What is being asked:
Filter the listing below, copying every line in which the word "Order" appears.

Available records:
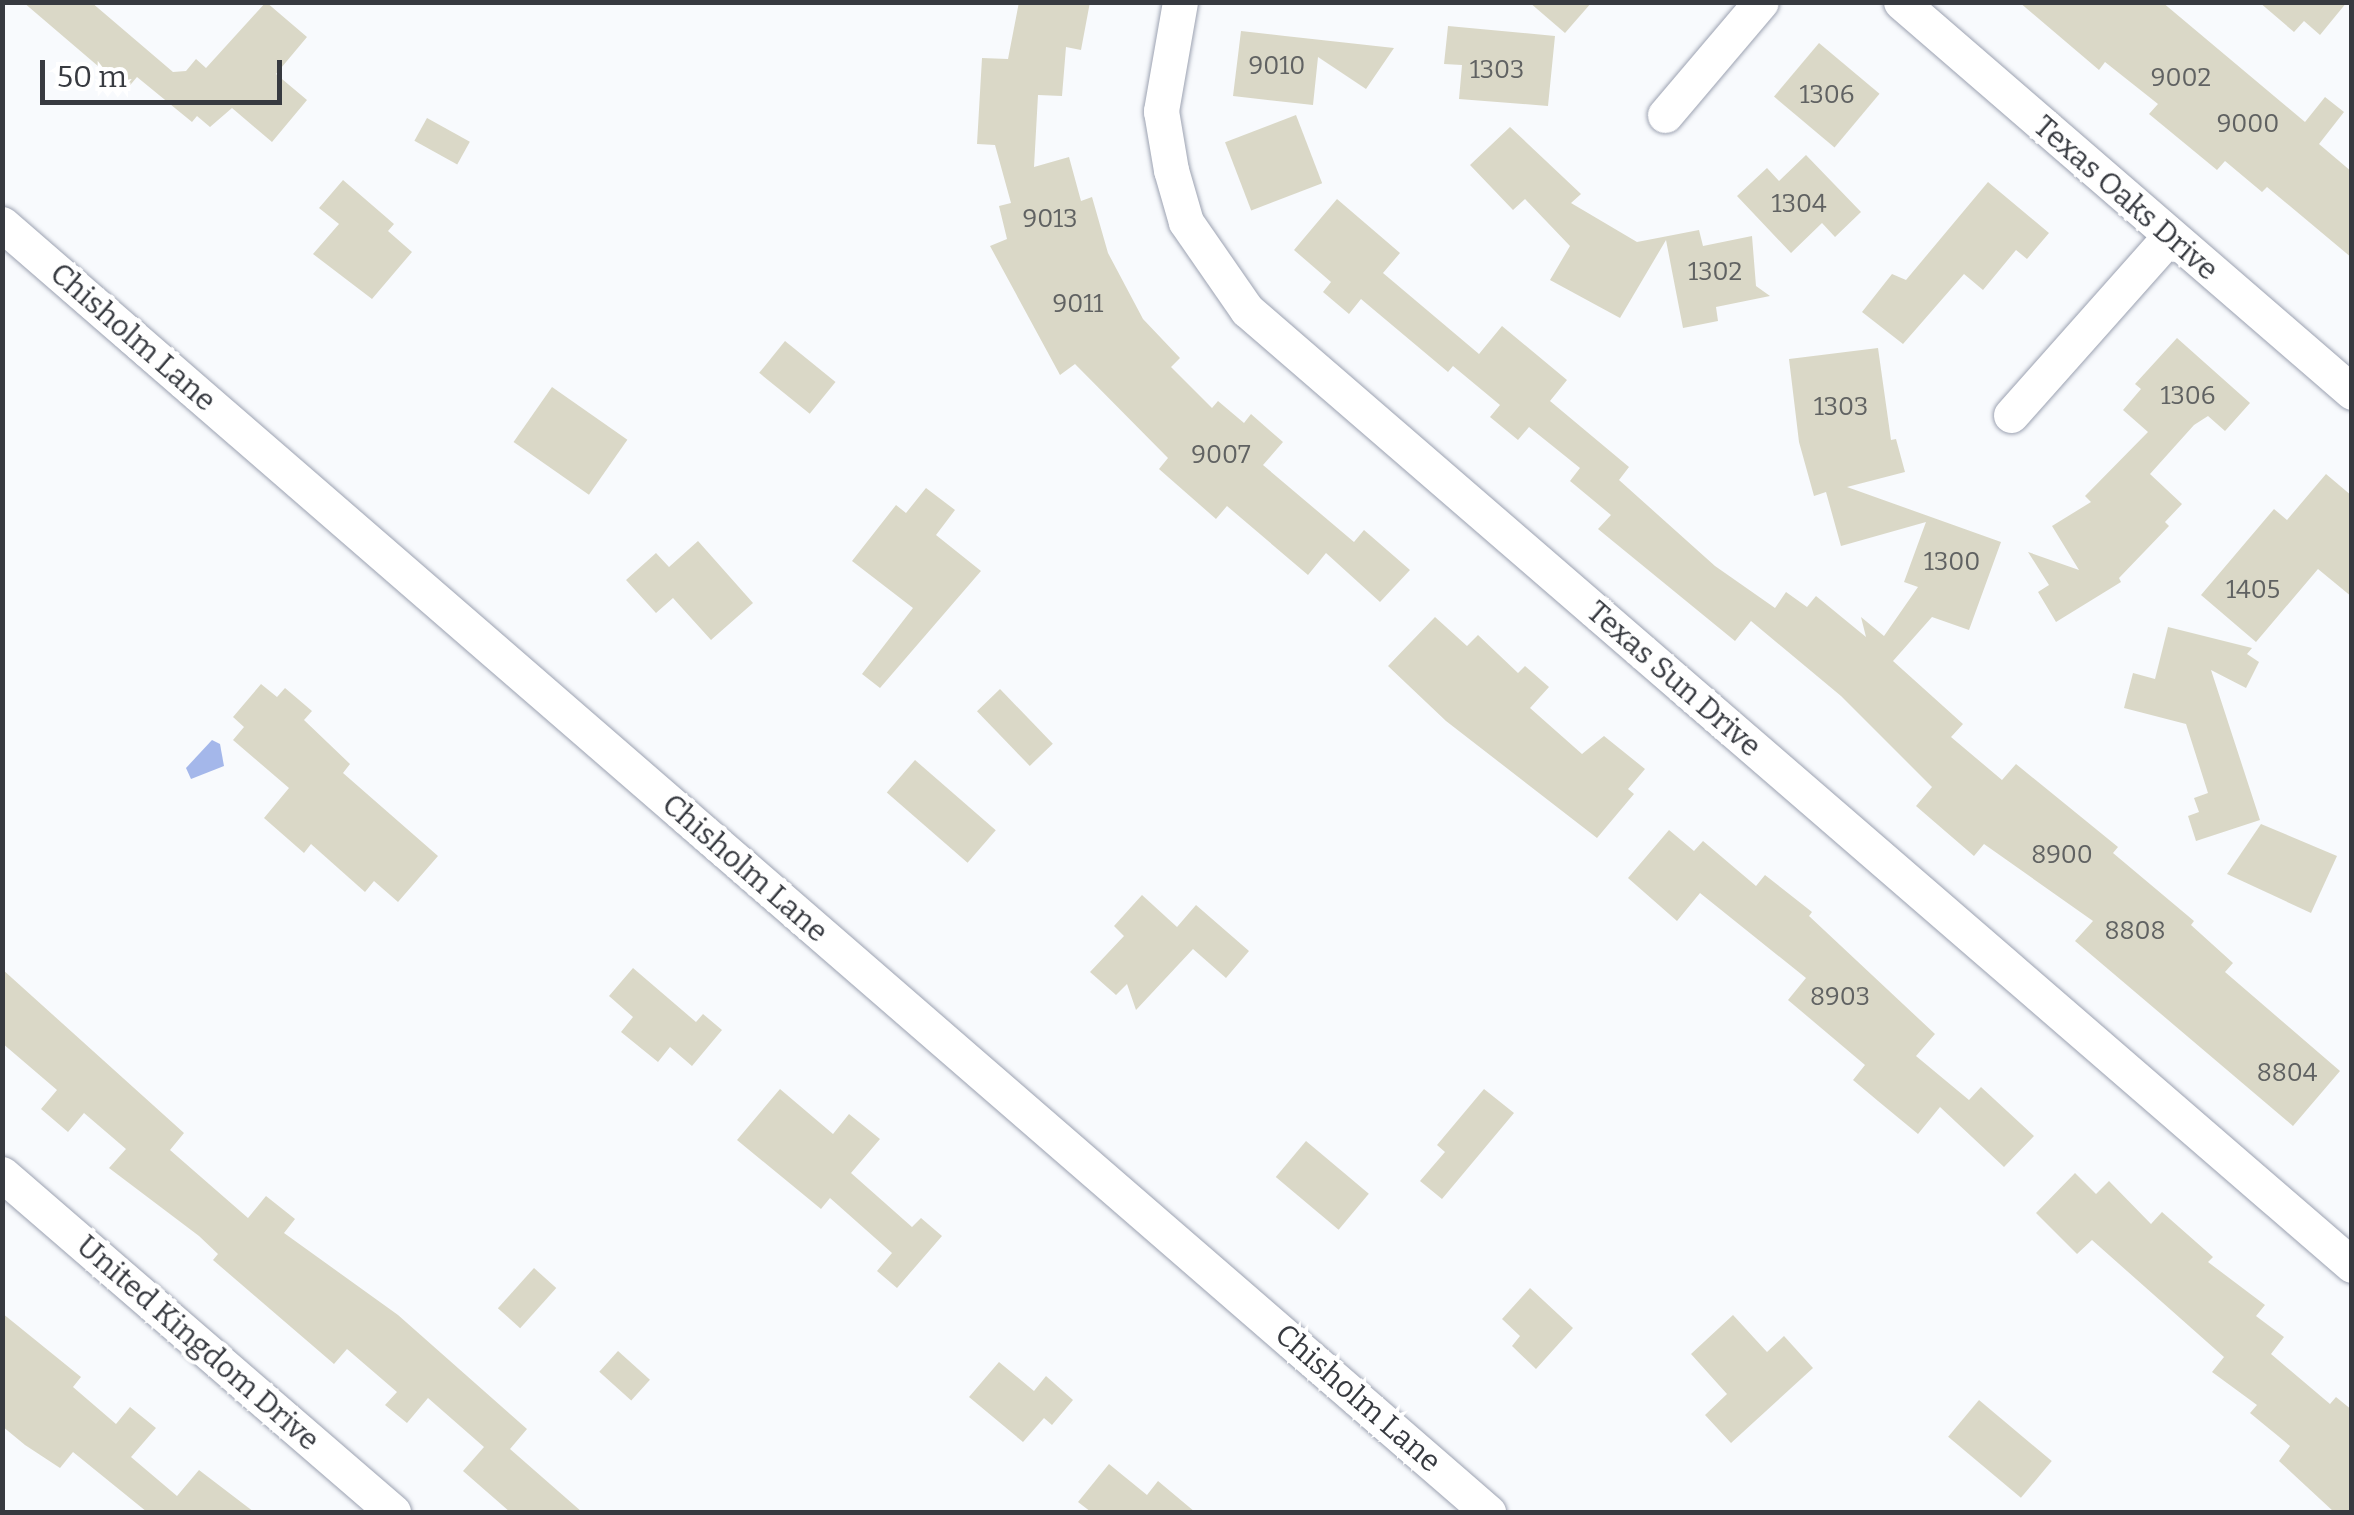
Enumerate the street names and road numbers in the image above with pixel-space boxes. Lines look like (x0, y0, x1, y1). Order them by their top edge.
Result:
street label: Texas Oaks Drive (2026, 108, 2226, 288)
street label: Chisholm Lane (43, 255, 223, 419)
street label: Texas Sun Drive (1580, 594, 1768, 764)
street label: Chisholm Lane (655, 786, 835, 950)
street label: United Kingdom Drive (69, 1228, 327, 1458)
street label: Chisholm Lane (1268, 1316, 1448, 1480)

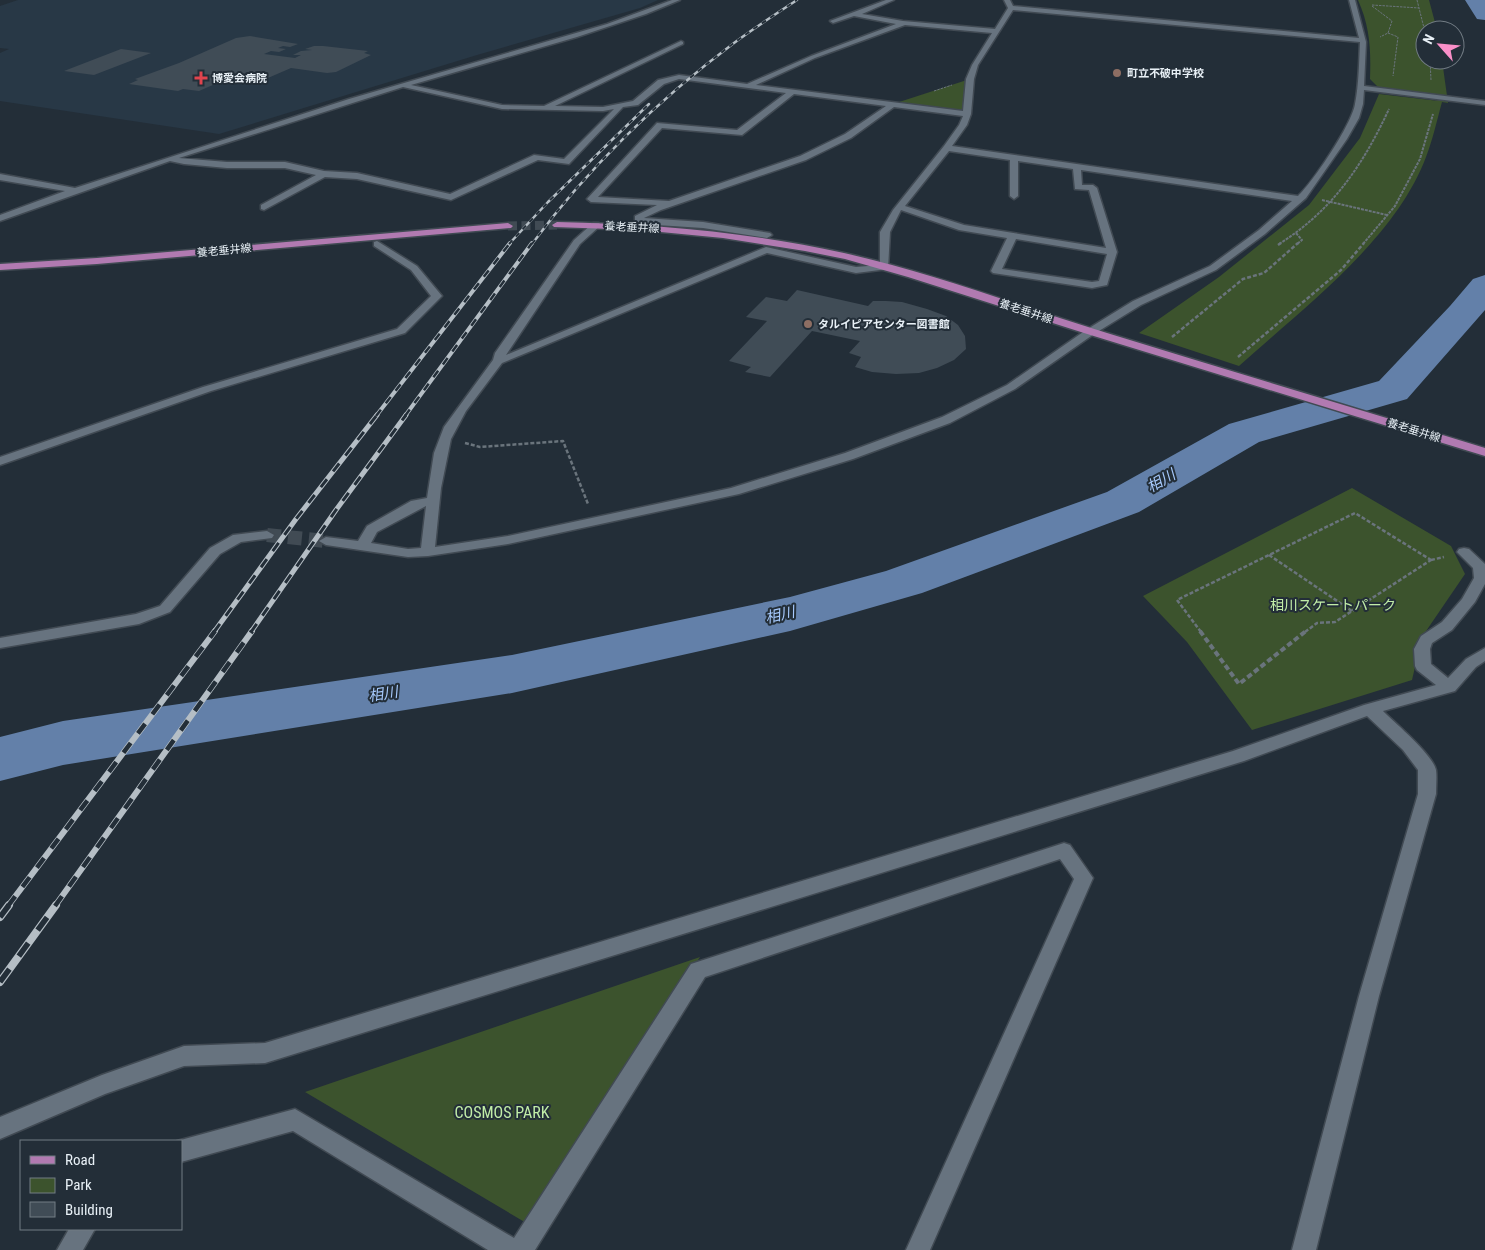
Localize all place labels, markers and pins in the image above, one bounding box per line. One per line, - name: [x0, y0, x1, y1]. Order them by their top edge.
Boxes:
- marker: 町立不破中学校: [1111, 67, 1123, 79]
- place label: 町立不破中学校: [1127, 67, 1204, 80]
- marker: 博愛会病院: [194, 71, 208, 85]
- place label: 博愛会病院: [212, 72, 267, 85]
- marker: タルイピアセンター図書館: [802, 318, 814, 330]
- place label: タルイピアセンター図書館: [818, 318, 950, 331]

Answer below:
Enumerate the street names and road numbers in the image above with pixel-space boxes. Lines look like (x0, y0, x1, y1). Order them by their top edge.
Localize all place labels, markers and pins in the image above, one bounding box per line. One per line, - name: [x0, y0, x1, y1]. Order them by their top edge.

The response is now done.